NSC Minnesota Stars 3, Fort Lauderdale 1: Thoughts From The NASL Championship First Leg
NSC Minnesota Stars 3:1 Fort Lauderdale Strikers
Minnesota: Hlavaty 3, Mulholland 53, Rodriguez 72
Fort Lauderdale: Davis (og) 52′
Highlights: Via YouTube
A few quick thoughts from last night’s first leg of the NASL finals:
- You couldn’t ask for a nicer night for a game, at least in Minnesota in late October, and the crowds came out. The Twins bought 500 tickets for the game, the Wild and Vikings bought 500 more, and so a thousand fans walked through the gates for free, courtesy of the area’s biggest teams. According to the Stars ticket office, they think about two-thirds of these fans were attending their very first Stars game. If so, they really should be back next season, because they got a heck of a game to watch.
- In a related story: I’ve never seen such a big turnout from the Dark Clouds, the fan group that supports the Stars. Three sections of the bleachers opposite the main stands were full of folks jumping up and down and waving flags and singing songs. The beer tent was three rows deep, too. It was a playoff atmosphere.
- I sat in the reserved stands on the halfway line, and I’m not sure I’ve ever had better seats for a pro sporting event. (Why was I in the reserved section? It’s the only one with chairbacks, and I like to lean back. And though I love the atmosphere the Dark Clouds provide, I feel weird standing amongst them by myself. Gopher hockey fans have long complained of the energy-less “corpies” in the good seats at Mariucci Arena; I guess I’m a soccer “corpie.” In my defense, I didn’t spend all game chatting to my neighbor, and I yelled abuse at several Strikers players.)

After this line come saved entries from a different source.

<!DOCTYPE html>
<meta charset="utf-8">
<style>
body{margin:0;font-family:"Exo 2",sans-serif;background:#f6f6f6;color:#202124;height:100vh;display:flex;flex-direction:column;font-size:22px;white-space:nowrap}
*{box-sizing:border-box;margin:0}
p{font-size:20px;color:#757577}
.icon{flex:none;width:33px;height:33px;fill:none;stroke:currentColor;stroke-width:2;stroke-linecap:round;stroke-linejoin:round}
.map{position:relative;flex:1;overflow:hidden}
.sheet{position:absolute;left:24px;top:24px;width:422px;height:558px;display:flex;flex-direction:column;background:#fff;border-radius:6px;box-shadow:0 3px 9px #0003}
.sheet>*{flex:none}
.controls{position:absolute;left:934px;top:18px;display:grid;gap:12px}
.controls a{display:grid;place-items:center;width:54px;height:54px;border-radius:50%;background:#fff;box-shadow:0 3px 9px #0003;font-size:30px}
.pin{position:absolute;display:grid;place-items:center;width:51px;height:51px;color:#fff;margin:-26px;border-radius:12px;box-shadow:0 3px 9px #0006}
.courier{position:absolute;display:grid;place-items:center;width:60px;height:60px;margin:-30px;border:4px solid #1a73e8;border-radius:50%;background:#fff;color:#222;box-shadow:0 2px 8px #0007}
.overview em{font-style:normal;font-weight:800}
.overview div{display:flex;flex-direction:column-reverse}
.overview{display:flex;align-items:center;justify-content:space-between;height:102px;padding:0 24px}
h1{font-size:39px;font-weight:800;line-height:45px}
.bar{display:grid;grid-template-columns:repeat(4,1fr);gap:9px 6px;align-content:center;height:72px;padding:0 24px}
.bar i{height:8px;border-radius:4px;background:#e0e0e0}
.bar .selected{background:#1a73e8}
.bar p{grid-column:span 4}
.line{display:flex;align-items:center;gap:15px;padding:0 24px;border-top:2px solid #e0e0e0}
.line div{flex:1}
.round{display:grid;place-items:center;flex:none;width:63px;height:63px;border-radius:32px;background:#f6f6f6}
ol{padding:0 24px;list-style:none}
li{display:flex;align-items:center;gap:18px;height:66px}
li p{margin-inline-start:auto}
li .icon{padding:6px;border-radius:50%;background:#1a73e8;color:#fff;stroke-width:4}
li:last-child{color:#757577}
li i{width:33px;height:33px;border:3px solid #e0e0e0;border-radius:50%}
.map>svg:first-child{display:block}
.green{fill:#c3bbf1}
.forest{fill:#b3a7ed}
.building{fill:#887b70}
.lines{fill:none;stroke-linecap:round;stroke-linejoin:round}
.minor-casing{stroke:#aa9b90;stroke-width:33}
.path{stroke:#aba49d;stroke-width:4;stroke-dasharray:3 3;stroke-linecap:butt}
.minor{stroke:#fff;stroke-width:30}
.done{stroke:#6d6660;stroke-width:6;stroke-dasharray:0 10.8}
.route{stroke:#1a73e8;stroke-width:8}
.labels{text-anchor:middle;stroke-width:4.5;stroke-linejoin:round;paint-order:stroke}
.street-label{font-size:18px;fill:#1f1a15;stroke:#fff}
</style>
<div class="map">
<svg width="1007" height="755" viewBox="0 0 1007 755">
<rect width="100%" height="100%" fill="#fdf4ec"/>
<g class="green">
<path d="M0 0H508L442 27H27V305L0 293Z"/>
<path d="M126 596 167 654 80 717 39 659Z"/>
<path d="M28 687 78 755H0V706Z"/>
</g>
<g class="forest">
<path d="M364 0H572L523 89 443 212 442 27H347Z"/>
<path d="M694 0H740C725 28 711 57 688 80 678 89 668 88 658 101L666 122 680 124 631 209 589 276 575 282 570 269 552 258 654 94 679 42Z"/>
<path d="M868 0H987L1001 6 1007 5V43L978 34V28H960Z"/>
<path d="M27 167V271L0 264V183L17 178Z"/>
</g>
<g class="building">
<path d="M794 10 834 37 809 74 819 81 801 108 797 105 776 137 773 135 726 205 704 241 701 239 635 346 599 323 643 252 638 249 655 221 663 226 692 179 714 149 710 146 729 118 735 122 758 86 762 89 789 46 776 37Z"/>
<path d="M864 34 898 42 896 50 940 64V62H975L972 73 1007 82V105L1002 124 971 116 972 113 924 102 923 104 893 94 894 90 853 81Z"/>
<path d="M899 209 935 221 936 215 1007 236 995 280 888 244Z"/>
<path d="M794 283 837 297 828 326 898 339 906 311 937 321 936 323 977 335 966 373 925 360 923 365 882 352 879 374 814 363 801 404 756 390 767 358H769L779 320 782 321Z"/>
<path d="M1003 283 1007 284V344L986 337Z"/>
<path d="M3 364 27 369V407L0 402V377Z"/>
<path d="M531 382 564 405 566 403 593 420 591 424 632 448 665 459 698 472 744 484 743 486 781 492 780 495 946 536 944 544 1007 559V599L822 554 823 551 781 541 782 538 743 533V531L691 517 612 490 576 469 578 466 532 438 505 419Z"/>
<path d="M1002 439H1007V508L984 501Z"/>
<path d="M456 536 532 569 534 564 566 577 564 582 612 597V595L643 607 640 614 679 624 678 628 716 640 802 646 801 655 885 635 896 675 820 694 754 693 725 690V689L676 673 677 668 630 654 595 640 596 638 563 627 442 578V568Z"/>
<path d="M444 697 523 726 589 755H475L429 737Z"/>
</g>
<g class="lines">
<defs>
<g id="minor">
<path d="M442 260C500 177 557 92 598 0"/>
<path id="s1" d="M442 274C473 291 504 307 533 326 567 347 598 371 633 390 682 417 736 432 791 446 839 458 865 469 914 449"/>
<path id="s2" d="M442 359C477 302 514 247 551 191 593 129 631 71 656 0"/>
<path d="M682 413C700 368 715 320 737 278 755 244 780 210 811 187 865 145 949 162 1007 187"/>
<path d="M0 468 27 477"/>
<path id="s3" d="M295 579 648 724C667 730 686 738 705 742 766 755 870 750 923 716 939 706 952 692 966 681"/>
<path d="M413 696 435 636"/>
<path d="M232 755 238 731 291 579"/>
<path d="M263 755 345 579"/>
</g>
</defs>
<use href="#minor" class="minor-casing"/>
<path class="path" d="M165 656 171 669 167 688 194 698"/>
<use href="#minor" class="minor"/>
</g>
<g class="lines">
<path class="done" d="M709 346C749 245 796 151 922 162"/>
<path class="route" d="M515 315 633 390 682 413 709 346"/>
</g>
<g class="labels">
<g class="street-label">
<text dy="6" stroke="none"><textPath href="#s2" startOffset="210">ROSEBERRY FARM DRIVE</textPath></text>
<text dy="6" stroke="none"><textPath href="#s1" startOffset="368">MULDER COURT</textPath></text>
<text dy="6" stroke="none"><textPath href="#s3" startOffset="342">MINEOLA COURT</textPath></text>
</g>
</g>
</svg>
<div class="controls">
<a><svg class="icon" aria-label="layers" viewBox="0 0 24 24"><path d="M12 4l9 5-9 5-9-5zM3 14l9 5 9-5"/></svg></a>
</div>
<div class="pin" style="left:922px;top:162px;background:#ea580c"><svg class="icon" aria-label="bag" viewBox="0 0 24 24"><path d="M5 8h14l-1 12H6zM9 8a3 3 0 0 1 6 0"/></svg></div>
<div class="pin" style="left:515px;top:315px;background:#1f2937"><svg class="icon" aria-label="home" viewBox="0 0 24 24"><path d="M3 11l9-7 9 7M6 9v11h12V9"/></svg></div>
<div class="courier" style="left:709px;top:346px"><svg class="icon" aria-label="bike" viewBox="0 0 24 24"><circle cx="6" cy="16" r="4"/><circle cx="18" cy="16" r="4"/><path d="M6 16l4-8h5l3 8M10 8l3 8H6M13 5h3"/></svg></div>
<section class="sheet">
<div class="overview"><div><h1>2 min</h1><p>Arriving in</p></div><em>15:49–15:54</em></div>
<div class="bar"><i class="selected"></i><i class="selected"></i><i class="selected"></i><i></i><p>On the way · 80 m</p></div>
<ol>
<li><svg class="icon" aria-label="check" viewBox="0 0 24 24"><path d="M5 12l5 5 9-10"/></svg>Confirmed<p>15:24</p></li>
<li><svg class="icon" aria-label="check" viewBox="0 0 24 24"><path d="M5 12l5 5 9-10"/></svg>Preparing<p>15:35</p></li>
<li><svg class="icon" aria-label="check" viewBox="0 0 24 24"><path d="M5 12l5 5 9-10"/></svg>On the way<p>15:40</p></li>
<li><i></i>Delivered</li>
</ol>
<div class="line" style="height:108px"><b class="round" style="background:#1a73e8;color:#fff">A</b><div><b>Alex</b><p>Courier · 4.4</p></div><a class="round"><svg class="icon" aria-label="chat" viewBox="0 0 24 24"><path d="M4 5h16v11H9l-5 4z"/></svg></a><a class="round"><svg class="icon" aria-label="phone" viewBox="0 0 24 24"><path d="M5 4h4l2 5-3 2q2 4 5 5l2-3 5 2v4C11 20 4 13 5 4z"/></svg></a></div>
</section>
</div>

- Neil Hlavaty‘s free kick in the third minute was wonderful – low, powerful, around the wall and inside the far post. Just unsaveable. Luke Mulholland’s goal in the second half was just as good – a blast against the grain that the keeper had no chance of stopping. Lucas Rodriguez scored the third, as four Strikers defenders stood still while Rodriguez scored. As for the own goal by Justin Davis, you have to admire the sheer failure of it – no pressure, a ball that would have gone out for a goal kick, and a redirection via the chest right between the keeper and the post. Everything had to go wrong, and it did.
- Take my biased opinion for what it’s worth, but Fort Lauderdale was absolutely awful. They created nothing. Their defenders did convincing imitations of traffic cones. I can’t remember if they even played any midfielders. Hlavaty and Andrei Gotsmanov kept receiving the ball in midfield, turning around, and realizing that they could run for thirty yards without being bothered. 3-0 or 4-0 would have been a more deserved scoreline.
- On the other side, the Stars really controlled all but about twenty minutes of the game. For the middle part of the second half, they seemed to temporarily forget they were allowed to pass the ball from defense to midfield; every time a defender got the ball, he’d take two touches, look up, and boot it long at the lonely figure of Brian Cvilikas, who’d then get to try to win a header against three Strikers defenders.
- For Man of the Match – Mulholland was tireless and scored a cracker of a goal, and Hlavaty was imperious in midfield. But my pick is central defender Cristiano Dias, who didn’t put a foot wrong all night. He was, in my view, absolutely flawless.
The second leg of the match is next Saturday, 6:30 pm in Fort Lauderdale. The Stars managed just two draws in four regular-season matches against the Strikers, so I can’t believe Fort Lauderdale will come out and be as bad as they were last night. But if they are – then the NASL trophy is coming to Minnesota.